-- The records --

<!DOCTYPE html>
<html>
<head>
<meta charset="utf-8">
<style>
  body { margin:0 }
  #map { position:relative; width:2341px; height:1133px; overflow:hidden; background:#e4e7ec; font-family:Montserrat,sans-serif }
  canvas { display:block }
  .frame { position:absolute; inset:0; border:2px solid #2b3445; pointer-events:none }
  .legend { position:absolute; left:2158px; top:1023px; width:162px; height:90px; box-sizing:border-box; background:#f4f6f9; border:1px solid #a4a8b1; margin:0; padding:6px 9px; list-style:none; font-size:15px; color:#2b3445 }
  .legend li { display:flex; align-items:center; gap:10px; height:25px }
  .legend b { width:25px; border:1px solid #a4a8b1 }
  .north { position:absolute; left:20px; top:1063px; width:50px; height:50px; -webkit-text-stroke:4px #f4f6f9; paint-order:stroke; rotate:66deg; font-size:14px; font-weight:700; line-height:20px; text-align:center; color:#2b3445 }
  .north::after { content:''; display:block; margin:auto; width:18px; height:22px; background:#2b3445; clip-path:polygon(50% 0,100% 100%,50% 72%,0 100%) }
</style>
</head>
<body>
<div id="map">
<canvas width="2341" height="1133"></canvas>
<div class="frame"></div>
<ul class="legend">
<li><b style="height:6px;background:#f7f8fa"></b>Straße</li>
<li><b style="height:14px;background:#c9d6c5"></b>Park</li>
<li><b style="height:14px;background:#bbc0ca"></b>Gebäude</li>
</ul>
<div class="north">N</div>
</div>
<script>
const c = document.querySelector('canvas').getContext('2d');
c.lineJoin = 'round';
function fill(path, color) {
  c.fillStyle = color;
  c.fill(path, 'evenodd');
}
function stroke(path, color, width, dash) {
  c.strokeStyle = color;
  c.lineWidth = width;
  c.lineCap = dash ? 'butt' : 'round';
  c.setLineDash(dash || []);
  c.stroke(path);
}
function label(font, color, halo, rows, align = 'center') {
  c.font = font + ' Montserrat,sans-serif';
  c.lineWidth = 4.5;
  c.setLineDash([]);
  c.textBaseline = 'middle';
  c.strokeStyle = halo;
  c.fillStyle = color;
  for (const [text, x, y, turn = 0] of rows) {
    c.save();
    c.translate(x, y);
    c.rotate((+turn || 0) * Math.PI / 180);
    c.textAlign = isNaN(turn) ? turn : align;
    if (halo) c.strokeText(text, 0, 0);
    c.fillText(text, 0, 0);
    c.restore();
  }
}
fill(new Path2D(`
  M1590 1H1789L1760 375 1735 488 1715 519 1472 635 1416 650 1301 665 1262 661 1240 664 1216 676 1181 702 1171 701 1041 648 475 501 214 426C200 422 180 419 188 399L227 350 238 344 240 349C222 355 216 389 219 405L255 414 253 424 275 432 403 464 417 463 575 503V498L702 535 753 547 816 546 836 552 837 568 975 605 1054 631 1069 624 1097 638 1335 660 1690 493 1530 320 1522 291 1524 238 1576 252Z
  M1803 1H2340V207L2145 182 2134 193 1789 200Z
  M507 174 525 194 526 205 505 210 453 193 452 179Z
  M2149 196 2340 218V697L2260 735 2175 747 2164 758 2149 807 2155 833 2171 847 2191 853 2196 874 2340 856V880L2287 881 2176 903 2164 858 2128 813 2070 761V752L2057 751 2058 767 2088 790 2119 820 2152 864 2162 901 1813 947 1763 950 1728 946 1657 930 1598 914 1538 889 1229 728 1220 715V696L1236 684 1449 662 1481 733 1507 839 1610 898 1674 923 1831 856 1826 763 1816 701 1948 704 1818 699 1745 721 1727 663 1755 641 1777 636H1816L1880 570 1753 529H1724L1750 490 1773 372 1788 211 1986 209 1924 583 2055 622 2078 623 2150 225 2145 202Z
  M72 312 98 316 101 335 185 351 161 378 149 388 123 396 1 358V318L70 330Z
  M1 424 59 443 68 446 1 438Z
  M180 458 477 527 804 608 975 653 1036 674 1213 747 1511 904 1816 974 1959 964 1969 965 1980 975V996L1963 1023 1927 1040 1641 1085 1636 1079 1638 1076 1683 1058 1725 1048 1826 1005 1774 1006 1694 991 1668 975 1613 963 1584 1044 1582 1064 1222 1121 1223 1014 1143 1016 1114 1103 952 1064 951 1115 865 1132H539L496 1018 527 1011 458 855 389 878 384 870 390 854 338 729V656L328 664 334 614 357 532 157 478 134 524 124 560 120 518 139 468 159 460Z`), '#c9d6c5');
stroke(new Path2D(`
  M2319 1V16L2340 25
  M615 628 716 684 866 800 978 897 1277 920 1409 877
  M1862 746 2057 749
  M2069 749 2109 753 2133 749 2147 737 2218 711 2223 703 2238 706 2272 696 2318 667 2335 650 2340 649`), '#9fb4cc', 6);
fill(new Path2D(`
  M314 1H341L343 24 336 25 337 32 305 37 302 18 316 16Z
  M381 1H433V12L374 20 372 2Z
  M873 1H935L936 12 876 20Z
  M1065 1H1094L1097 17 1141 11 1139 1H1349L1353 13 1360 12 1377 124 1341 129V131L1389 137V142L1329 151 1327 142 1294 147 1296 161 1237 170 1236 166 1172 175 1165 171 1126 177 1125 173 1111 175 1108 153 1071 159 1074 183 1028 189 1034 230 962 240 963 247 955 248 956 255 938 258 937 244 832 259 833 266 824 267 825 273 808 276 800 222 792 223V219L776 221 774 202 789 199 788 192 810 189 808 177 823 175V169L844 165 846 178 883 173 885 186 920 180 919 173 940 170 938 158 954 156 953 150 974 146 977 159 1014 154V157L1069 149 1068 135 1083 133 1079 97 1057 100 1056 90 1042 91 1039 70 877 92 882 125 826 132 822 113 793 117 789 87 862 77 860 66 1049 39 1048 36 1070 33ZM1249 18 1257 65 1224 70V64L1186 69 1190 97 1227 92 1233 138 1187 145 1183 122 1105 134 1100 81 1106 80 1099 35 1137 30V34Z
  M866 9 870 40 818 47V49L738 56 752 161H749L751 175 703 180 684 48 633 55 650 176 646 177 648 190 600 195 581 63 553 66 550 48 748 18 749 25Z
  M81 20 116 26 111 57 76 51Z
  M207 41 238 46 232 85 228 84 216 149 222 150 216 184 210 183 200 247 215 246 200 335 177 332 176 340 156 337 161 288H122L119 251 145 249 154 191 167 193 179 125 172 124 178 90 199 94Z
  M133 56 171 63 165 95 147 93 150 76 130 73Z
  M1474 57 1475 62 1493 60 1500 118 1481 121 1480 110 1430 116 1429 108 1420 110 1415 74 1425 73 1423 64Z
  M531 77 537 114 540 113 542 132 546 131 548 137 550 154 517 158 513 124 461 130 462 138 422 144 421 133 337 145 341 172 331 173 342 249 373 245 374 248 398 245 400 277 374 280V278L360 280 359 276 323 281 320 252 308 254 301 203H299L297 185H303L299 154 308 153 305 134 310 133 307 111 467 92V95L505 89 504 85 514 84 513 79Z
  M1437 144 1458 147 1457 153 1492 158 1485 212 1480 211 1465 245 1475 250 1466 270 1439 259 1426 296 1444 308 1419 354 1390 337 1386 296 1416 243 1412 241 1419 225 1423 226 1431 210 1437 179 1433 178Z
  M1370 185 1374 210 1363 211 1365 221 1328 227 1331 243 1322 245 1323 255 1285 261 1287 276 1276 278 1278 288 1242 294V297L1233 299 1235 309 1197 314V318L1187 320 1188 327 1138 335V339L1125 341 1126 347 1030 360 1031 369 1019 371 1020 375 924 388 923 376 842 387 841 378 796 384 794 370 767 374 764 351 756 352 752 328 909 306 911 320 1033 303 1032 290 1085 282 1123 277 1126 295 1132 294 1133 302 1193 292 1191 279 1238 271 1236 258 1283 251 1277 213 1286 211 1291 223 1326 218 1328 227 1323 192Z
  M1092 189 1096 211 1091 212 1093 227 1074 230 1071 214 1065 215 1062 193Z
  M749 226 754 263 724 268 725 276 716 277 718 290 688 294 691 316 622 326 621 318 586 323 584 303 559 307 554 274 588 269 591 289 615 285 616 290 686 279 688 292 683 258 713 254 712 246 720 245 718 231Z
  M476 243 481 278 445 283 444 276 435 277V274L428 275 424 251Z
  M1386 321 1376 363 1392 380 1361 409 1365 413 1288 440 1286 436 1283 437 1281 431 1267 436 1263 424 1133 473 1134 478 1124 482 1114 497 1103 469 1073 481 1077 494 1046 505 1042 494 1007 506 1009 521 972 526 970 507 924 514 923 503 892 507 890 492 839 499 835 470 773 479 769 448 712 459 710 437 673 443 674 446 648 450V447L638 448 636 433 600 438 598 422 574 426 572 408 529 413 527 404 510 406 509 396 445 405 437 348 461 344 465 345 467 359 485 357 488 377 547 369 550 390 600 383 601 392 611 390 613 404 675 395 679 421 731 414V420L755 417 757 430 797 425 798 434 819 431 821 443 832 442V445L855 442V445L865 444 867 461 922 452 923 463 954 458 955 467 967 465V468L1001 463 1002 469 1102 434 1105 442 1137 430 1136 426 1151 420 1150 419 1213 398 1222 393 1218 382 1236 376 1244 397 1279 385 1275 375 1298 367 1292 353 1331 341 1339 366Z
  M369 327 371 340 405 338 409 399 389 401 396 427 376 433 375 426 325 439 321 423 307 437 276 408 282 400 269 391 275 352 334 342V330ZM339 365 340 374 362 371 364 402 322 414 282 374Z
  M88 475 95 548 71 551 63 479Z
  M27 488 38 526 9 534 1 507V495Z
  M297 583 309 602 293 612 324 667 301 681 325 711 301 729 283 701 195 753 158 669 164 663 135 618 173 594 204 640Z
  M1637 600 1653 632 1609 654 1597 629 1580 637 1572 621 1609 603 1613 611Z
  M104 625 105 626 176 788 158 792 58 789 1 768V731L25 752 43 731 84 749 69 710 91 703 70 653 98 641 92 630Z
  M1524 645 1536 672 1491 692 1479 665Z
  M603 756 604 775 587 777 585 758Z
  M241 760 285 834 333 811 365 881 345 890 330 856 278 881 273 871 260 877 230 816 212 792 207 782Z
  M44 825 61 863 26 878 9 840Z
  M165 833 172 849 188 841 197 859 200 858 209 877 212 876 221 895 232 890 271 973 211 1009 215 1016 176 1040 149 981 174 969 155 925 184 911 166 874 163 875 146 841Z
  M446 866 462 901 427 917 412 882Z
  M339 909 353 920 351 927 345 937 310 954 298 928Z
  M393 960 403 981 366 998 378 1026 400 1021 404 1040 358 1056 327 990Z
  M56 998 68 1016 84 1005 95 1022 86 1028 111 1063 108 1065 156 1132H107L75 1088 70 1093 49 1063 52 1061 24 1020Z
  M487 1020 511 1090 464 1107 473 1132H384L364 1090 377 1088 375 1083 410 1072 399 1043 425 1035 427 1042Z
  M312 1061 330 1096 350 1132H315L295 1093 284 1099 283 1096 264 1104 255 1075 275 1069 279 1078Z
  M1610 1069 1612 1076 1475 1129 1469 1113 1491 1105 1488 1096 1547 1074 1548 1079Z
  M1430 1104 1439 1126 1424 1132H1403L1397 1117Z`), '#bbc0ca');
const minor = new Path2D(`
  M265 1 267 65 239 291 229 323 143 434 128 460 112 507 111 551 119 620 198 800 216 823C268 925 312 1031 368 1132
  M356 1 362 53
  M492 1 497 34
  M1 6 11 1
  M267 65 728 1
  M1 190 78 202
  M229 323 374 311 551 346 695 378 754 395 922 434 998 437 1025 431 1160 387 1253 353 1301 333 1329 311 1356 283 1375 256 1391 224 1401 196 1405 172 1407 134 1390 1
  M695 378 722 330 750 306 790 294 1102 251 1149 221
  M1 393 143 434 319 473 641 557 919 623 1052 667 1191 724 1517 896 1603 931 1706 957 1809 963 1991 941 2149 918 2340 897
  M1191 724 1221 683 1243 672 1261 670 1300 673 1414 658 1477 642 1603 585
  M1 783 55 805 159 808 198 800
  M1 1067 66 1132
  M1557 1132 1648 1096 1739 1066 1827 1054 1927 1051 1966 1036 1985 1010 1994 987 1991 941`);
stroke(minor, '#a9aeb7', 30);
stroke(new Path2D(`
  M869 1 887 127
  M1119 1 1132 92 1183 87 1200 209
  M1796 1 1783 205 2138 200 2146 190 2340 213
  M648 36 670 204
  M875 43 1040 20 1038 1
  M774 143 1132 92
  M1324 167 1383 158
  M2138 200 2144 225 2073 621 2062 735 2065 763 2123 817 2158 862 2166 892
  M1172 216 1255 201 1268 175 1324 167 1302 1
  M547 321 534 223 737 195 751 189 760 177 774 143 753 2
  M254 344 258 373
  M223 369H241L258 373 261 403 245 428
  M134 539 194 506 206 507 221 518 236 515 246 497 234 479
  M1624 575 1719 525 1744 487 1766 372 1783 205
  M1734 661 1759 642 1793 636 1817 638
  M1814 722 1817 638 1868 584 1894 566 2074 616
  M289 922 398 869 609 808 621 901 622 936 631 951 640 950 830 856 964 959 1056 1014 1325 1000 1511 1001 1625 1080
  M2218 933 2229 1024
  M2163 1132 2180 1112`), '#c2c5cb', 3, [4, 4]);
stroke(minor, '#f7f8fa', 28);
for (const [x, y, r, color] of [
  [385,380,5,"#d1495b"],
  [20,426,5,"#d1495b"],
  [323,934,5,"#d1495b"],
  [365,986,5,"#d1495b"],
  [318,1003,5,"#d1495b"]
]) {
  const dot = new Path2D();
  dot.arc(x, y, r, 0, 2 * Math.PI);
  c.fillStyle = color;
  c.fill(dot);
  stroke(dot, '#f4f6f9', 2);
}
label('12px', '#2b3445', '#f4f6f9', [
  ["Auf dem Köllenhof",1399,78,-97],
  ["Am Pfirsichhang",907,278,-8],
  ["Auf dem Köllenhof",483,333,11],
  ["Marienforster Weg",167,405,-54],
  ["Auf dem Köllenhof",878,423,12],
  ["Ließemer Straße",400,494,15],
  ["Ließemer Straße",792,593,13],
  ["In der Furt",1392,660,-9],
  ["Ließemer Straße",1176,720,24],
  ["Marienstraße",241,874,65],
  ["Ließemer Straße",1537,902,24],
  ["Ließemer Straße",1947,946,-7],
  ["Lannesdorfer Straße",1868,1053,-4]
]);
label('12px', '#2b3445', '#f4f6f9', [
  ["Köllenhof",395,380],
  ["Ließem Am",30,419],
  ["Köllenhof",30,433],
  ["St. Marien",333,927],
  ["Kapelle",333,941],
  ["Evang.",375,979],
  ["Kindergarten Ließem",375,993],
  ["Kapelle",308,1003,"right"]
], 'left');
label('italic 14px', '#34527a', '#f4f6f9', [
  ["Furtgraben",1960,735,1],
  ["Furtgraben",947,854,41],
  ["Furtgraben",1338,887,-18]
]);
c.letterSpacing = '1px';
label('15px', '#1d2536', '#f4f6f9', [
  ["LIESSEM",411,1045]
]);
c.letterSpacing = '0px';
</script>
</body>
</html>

-- Task brief --
Above are the records; please copy exactly their first line and each line after it through the line containing "c.setLineDash(dash || []);", and no line after that.

-- Completed task --
<!DOCTYPE html>
<html>
<head>
<meta charset="utf-8">
<style>
  body { margin:0 }
  #map { position:relative; width:2341px; height:1133px; overflow:hidden; background:#e4e7ec; font-family:Montserrat,sans-serif }
  canvas { display:block }
  .frame { position:absolute; inset:0; border:2px solid #2b3445; pointer-events:none }
  .legend { position:absolute; left:2158px; top:1023px; width:162px; height:90px; box-sizing:border-box; background:#f4f6f9; border:1px solid #a4a8b1; margin:0; padding:6px 9px; list-style:none; font-size:15px; color:#2b3445 }
  .legend li { display:flex; align-items:center; gap:10px; height:25px }
  .legend b { width:25px; border:1px solid #a4a8b1 }
  .north { position:absolute; left:20px; top:1063px; width:50px; height:50px; -webkit-text-stroke:4px #f4f6f9; paint-order:stroke; rotate:66deg; font-size:14px; font-weight:700; line-height:20px; text-align:center; color:#2b3445 }
  .north::after { content:''; display:block; margin:auto; width:18px; height:22px; background:#2b3445; clip-path:polygon(50% 0,100% 100%,50% 72%,0 100%) }
</style>
</head>
<body>
<div id="map">
<canvas width="2341" height="1133"></canvas>
<div class="frame"></div>
<ul class="legend">
<li><b style="height:6px;background:#f7f8fa"></b>Straße</li>
<li><b style="height:14px;background:#c9d6c5"></b>Park</li>
<li><b style="height:14px;background:#bbc0ca"></b>Gebäude</li>
</ul>
<div class="north">N</div>
</div>
<script>
const c = document.querySelector('canvas').getContext('2d');
c.lineJoin = 'round';
function fill(path, color) {
  c.fillStyle = color;
  c.fill(path, 'evenodd');
}
function stroke(path, color, width, dash) {
  c.strokeStyle = color;
  c.lineWidth = width;
  c.lineCap = dash ? 'butt' : 'round';
  c.setLineDash(dash || []);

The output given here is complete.